Seven Steps Will Help Manage Eclamptic Seizure


MIAMI BEACH — Eclamptic seizures are a rare but serious complication best treated according to a preestablished protocol, Dr. Baha Sibai said at an ob.gyn. conference sponsored by the University of Miami.

“Don't look for fetal heart rate first or think of the seizure. Don't stop to give meds to stop the seizure, and cover the fetal heart rate monitor,” he said. Instead, take care of the mother first, and “treat the patient according to her vital signs,” said Dr. Sibai, professor of obstetrics and gynecology at the University of Cincinnati.

He suggested the following seven steps for managing eclamptic seizure:

1. Prevent hypoxia by supporting maternal respiratory and cardiovascular functions.

2. Prevent maternal injury and aspiration.

3. Avoid the temptation to try to arrest the first seizure.

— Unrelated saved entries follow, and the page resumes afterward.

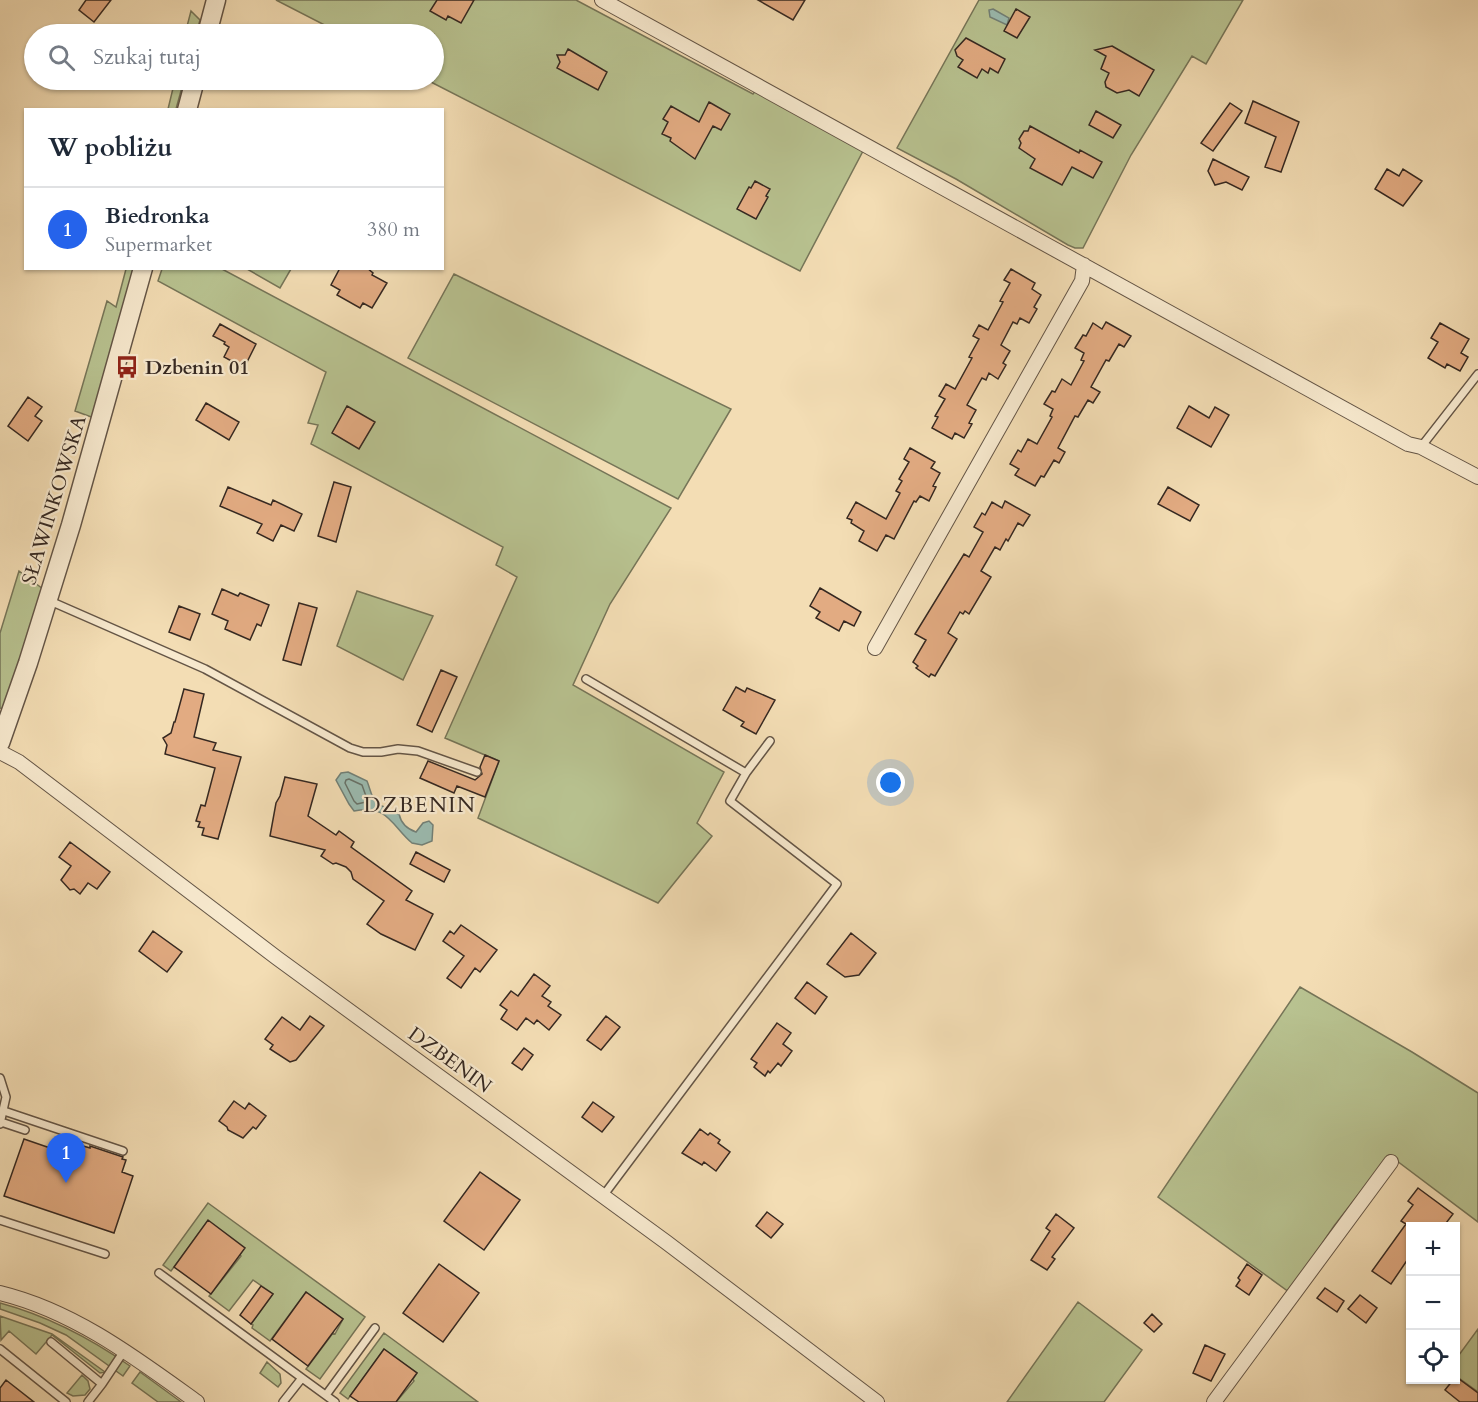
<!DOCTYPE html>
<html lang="pl">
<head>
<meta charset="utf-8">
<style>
  :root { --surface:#fff; --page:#f2f2f3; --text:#1f2937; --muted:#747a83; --line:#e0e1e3; --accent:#2563eb }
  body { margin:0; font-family:Cardo,serif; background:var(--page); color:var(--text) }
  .controls { position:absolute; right:18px; bottom:18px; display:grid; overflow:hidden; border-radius:0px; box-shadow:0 2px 4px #0004 }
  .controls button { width:54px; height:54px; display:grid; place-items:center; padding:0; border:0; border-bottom:2px solid var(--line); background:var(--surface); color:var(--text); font:30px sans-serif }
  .you { position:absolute; left:891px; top:783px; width:21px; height:21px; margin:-15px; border:4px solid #fff; border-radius:50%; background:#1a73e8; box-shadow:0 0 0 9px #1a73e833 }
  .badge { display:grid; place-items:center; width:39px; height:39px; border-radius:50%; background:var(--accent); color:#fff; font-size:20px; font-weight:700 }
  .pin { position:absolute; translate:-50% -50px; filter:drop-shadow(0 2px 3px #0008) }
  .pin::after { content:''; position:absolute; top:32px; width:21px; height:18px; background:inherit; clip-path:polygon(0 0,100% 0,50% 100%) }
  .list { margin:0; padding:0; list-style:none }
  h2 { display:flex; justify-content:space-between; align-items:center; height:78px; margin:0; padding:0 24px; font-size:26px }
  h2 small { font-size:20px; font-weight:400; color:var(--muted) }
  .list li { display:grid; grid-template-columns:39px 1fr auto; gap:18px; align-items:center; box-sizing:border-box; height:84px; padding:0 24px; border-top:2px solid var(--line) }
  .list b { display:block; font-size:22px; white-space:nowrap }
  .list p { margin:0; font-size:20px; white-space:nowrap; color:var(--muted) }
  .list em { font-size:20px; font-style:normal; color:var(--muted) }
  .icon { flex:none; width:33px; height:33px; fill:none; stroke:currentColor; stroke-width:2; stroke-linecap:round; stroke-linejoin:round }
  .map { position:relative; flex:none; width:1478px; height:1402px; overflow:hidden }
  .search { position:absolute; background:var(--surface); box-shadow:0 2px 4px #0004; left:24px; top:24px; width:420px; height:66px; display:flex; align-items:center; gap:15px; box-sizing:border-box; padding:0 21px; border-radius:33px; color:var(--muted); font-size:22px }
  .panel { position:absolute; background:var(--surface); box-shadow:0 2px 4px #0004; left:24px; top:108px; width:420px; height:162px; border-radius:0px }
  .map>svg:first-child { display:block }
</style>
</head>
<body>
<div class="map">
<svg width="1478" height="1402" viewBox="0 0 1478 1402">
  <rect width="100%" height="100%" fill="#f3ddb4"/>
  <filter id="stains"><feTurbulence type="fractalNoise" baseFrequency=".00333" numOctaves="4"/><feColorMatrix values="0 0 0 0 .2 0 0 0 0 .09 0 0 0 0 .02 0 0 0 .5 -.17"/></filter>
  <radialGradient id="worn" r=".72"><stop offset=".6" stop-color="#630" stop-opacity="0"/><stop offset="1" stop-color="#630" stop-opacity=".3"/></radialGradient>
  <!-- green -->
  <path fill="#b8c290" stroke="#767558" stroke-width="1.5" d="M276,0H576L753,94L756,90L863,151L800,271L427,80H434V34H342Z
    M979,0H1243L1206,64L1192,56L1131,155L1083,248H1075L1068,245L956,179L897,148Z
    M191,11L200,20L196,34H185Z
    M175,80H184L176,109H168Z
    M126,269H134L94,418L75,411L107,301L116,307Z
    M162,269H222L671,508L610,604L573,685L724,772L697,823L712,836L658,903L478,818L499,761L445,738L517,577L496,565L503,547L311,444L318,425L308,423L326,372L158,281Z
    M247,269H291L280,288Z
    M454,274L731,409L678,499L408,358Z
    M19,571L43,589L7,711L0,708V633Z
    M357,591L433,616L403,680L337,646Z
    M1300,987L1412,1052L1478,1093V1222L1389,1155L1334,1226L1289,1292L1158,1197Z
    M208,1203L365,1317L320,1379L306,1369L333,1333L335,1334L343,1319L306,1292L270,1341L252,1328L253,1325L251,1324L273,1294L253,1280L229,1311L209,1296L241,1256L208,1221L171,1271L163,1265Z
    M1078,1302L1142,1350L1104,1402H1007Z
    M0,1303C48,1316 90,1338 130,1366L123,1376L66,1335L40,1323L0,1309Z
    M0,1316L52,1334L105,1372L100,1373L52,1335L36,1354L9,1331L1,1340Z
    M1478,1329V1392L1456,1376V1359Z
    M384,1333L478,1402H396L414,1381L413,1379L417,1373L384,1349L348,1399L340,1393Z
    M267,1362L280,1374L281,1383L278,1387L260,1373Z
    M140,1372L177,1399L181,1402H158L132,1383Z
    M82,1375L88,1381L90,1389L85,1395L73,1396L67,1393Z"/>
  <!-- water -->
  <path fill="#9bbbb0" stroke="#728077" stroke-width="1.5" d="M993,9L1009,18L1007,25L990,17L989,10Z
    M348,772L367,781C372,793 372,807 388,807L390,811L399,814C401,823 407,829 416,832L423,823L429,821L433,825L432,841L422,845L412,843C392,826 387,803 354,811L349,804L336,780L341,773Z"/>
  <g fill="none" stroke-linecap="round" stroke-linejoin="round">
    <!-- shore -->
    <path stroke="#687268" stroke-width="1.5" d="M349,779L362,785L367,799L366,802L357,804L354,801L345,783L346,780Z"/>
  </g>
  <!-- building -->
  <path fill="#e2ab82" stroke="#352821" stroke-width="1.5" d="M86,0H111L94,22L79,10Z
    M437,0H474L461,23L448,16L446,20L430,11Z
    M758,0H805L793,20Z
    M1016,9L1030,17L1017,38L1004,31Z
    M966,38L1005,59L998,73L990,68L988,73L982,69L977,78L958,67L963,60L957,56L955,50Z
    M1112,46L1154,70L1139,96L1129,90L1117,93L1106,87L1105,82L1109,73L1101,69L1106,56L1095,50Z
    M568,49L607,72L598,90L557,68L560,62L557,55H565Z
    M1253,101L1299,122L1281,172L1265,167L1276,137L1245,123Z
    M709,102L730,114L721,130L713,126L695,159L670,141L671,138L662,134L668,122L663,119L671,106L699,122Z
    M1230,103L1242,111L1213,151L1201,143Z
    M1096,111L1121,125L1113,138L1089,125Z
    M1030,126L1079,153L1080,150L1102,162L1093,178L1072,167L1062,185L1030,168L1035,159L1019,148L1021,143L1019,139L1024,131H1028Z
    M1213,159L1249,177L1242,190L1226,182L1215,185L1208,171Z
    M1387,169L1399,176L1403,169L1422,181L1403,206L1375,189Z
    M755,181L770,189L766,196L768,197L756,219L737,209L749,187L751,188Z
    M340,268H367L373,273L372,275L387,283L372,308L363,303L360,308L337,295L340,290L331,285Z
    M1011,269L1035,283L1032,289L1041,295L1034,307L1037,309L1029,323L1020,318L1017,324L1013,322L1001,345L1010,351L1003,363L1006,365L998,379L989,373L986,380L982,378L967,405L976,410L969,423L972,424L964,438L955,433L952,439L932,428L938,417L935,416L945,399L939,396L946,384L955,389L972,358L969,357L979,339L973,336L979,325L988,330L1003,302L1000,301L1010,283L1004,280Z
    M1106,322L1131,336L1124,347L1119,344L1109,361L1106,360L1091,387L1100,392L1093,403L1088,400L1078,417L1075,416L1058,448L1065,452L1059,463L1054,460L1044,477L1041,476L1035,486L1015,475L1019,469L1010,464L1018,450L1021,452L1028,439L1037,444L1052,417L1050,416L1053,409L1044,404L1052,391L1055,392L1062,379L1071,385L1084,361L1081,360L1084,353L1075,348L1083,335L1086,336L1093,323L1102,329Z
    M1440,323L1469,339L1461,353L1468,357L1460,371L1447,364L1445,368L1428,358L1438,342L1431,338Z
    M220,324L256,344L244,368L224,357L229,347L224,344L225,342L213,336Z
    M28,397L42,407L35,416L42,421L28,441L8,426Z
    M206,403L239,422L229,440L196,420Z
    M347,406L375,422L359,449L332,433Z
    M1189,406L1209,418L1215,407L1229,415L1211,447L1177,428Z
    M910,448L935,462L931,468L940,473L933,486L936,487L929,501L920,496L916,502L914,501L894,539L886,535L877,551L859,541L864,531L851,523L852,520L847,518L856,502L886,519L900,493L896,491L902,481L899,479L909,462L904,459Z
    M334,482L351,487L336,542L318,536Z
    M228,487L271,505L273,500L302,514L294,531L281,525L273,541L257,533L262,524L220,506Z
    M1168,487L1199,505L1190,521L1158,504Z
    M1005,501L1030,515L1023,526L1018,523L1008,541L1006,539L1000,550L995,547L981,571L991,577L969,614L965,611L963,614L960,612L948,633L957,639L935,676L931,674L929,677L916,668L918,666L913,662L926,640L915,634L964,554L969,557L983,532L974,527L982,513L985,515L992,502L1002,508Z
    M820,588L861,612L854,626L844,621L839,631L816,618L820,612L810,606Z
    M222,589L238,596L240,593L269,605L261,626L257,624L250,640L225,629L228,621L212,614Z
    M299,603L317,608L301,665L283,660Z
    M179,606L200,614L190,640L169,632Z
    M441,670L457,677L432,732L417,725Z
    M736,687L745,692L747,688L775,700L756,734L741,726L744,722L723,710Z
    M184,689L204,694L194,737L216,743L213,750L241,757L218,839L202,835L204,828L198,827L200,822L196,821L201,805L205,806L215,768L165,754L167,745L163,738L171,733L174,722H175Z
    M485,755L499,761L485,797L457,786L454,793L420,778L428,761L475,780L482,774L480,767Z
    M285,777L317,784L308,816L336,835L339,831L354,842L351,847L412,891L406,900L433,914L415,950L381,934L367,924L384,901L353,879L351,872L346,867L336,863L333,864L321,856L325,850L270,836L276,803L280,796Z
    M70,842L110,872L97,889L88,883L80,894L74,889L70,890L61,880L71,866L59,857Z
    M416,852L450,870L444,882L410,864Z
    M461,925L497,950L480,972L475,968L461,988L447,978L464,956L443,941L450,931L454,934Z
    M153,931L182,952L167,972L139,951Z
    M851,933L876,953L859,975L845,977L827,964Z
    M534,974L550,986L542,996L551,1002L548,1006L561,1015L549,1030L537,1020L534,1024L526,1018L517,1030L501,1019L507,1010L500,1005L511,991L518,996Z
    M807,982L827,997L815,1014L795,998Z
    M310,1016L324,1026L296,1060L290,1062L270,1049L273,1045L265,1039L282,1017L300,1030Z
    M606,1016L620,1027L601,1050L587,1040Z
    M777,1023L791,1033L783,1044L792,1051L781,1066L778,1063L770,1073L768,1071L765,1076L754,1067L757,1063L751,1059Z
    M524,1048L533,1055L522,1070L512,1063Z
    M234,1101L245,1109L249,1103L266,1116L256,1129L253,1127L243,1138L228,1130L227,1127L219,1121Z
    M593,1102L614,1117L602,1132L582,1117Z
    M700,1129L708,1135L710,1133L720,1140L718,1143L730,1152L716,1171L704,1162L702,1165L682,1153Z
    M24,1139L79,1158L83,1146L90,1148V1146L123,1157L122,1159L126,1160L122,1172L133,1176L114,1233L4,1196Z
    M480,1172L520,1200L484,1250L444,1221Z
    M1418,1188L1453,1214L1443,1227H1410V1256L1391,1284L1372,1271L1406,1224L1401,1221L1413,1205L1408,1201Z
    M767,1212L783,1224L771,1238L756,1226Z
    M1056,1214L1074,1228L1052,1257L1055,1259L1047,1270L1031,1260L1050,1231L1046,1228Z
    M208,1220L245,1248L211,1294L174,1267Z
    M439,1264L479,1293L443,1342L403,1313Z
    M1247,1264L1262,1275L1249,1295L1236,1286L1240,1280L1238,1278Z
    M261,1286L273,1294L251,1324L240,1315Z
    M1325,1288L1344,1301L1337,1312L1317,1298Z
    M306,1292L343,1319L308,1366L272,1339Z
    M1360,1295L1377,1308L1366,1323L1348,1309Z
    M1152,1314L1162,1324L1154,1332L1144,1323Z
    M1205,1345L1225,1354L1211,1381L1193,1373Z
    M384,1349L417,1373L396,1402H359L350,1396Z
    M1455,1376L1478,1393V1402H1460L1445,1390L1453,1380H1455Z
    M6,1380L34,1402H0V1388Z"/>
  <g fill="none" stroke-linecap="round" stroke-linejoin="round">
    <!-- service casing -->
    <g stroke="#645546" stroke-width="10">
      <path id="service" d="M1421,447L1478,374
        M50,601L205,669L350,748L363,752H381L398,749L418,751L477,772
        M586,679L746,773
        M0,1078L6,1097L0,1124
        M4,1111L123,1151
        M1,1122L25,1130
        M603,1196L837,884L730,801L746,773L770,741
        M0,1220L105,1254
        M159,1273L302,1378
        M51,1342L102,1384L88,1402
        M0,1349L66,1402
        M102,1384L124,1351
        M326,1395L375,1328
        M283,1402L302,1378L335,1402"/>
    </g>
    <!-- minor casing -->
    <g stroke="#645546" stroke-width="16">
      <path id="minor" d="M602,0L1408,444L1421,447L1478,477
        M875,648L1082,281L1084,265
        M0,752L19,762L277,958L666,1242L877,1402
        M0,1293C74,1311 136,1358 197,1402
        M1214,1402L1391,1162"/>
    </g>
    <!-- tertiary casing -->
    <g stroke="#645546" stroke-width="21">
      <path id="tertiary" d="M207,34L216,0
        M187,110L195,80
        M0,743L28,663L71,525L143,268"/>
    </g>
    <!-- service -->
    <use href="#service" stroke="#f7e9ce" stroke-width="7"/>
    <!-- minor -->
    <use href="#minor" stroke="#f7e9ce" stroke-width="14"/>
    <!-- tertiary -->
    <use href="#tertiary" stroke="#f7e9ce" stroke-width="18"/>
  </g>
  <!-- icons -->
  <defs>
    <g id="bus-bare" transform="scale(1.8)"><path d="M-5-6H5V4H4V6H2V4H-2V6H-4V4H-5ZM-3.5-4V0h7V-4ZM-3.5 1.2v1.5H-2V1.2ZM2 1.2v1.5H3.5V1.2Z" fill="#8f2418" stroke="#f7e9ce" stroke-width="2.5" paint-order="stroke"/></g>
  </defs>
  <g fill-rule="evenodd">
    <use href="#bus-bare" x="127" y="367"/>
  </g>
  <g text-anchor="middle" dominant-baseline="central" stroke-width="4.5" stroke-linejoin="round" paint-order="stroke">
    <!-- poi labels -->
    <g font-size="20" font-weight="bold" fill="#352821" stroke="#f7e9ce" text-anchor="start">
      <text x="145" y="367">Dzbenin 01</text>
    </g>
    <!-- street labels -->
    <g font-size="20" fill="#352821" stroke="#f7e9ce">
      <text transform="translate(54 500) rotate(-73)">SŁAWINKOWSKA</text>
      <text transform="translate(450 1060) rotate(36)">DZBENIN</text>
    </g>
    <!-- neighbourhood labels -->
    <g font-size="21" letter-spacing="1.5" fill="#352821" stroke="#f7e9ce">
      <text x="420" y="805">DZBENIN</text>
    </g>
  </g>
  <rect width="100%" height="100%" filter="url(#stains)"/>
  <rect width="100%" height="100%" fill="url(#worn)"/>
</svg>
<div class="controls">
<button>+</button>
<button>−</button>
<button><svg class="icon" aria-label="locate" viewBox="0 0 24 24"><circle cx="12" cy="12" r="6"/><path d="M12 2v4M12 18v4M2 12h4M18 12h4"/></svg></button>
</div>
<div class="you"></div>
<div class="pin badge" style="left:66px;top:1183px">1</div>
<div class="search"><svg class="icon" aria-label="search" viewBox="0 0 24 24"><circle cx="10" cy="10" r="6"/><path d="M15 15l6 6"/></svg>Szukaj tutaj</div>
<section class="panel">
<h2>W pobliżu<small></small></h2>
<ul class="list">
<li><span class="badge">1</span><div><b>Biedronka</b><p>Supermarket</p></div><em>380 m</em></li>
</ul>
</section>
</div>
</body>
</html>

4. Prevent convulsions from recurring. This is accomplished chiefly with intravenous magnesium sulfate, administered slowly and never as an intravenous push, Dr. Sibai said. He suggested 6 g administered IV over 20 minutes, with 2 g IV per hour for maintenance. “When you give the loading dose, they feel terrible,” Dr. Sibai said. “I know this feels bad. I gave it to myself when I developed these protocols.” Talk to the patient to prevent magnesium toxicity. “If they are disoriented, they are approaching toxic levels,” Dr. Sibai said. “If a patient on magnesium shows abnormal behavior for any reason, for heaven's sake, stop it. No one has ever died from a lack of magnesium.”

5. Control severe hypertension to prevent cerebrovascular injury. “Most people don't know how to give antihypertension meds,” he said. “Call someone if you don't know, but not someone more ignorant than you. An IV bolus of 5 mg hydralazine, with another 10 mg IV bolus given 20-30 minutes later, can help control severe hypertension, he added. “Notice I haven't mentioned the fetal heart rate or baby yet,” Dr. Sibai said.

6. Manage complications such as disseminated intravascular coagulation and pulmonary edema.

7. Begin induction/delivery within 24 hours. “The worst thing you can do is everyone panics and rushes the woman to a C-section,” Dr. Sibai said. “Assess neurologic status. This is extremely important—do not take her for a C-section if unconscious.” Ask the patient to state her name, where she is, and the time of year.

Taking care of the mother first is important because “the baby will not do well if the mother is not doing well,” Dr. Sibai concluded.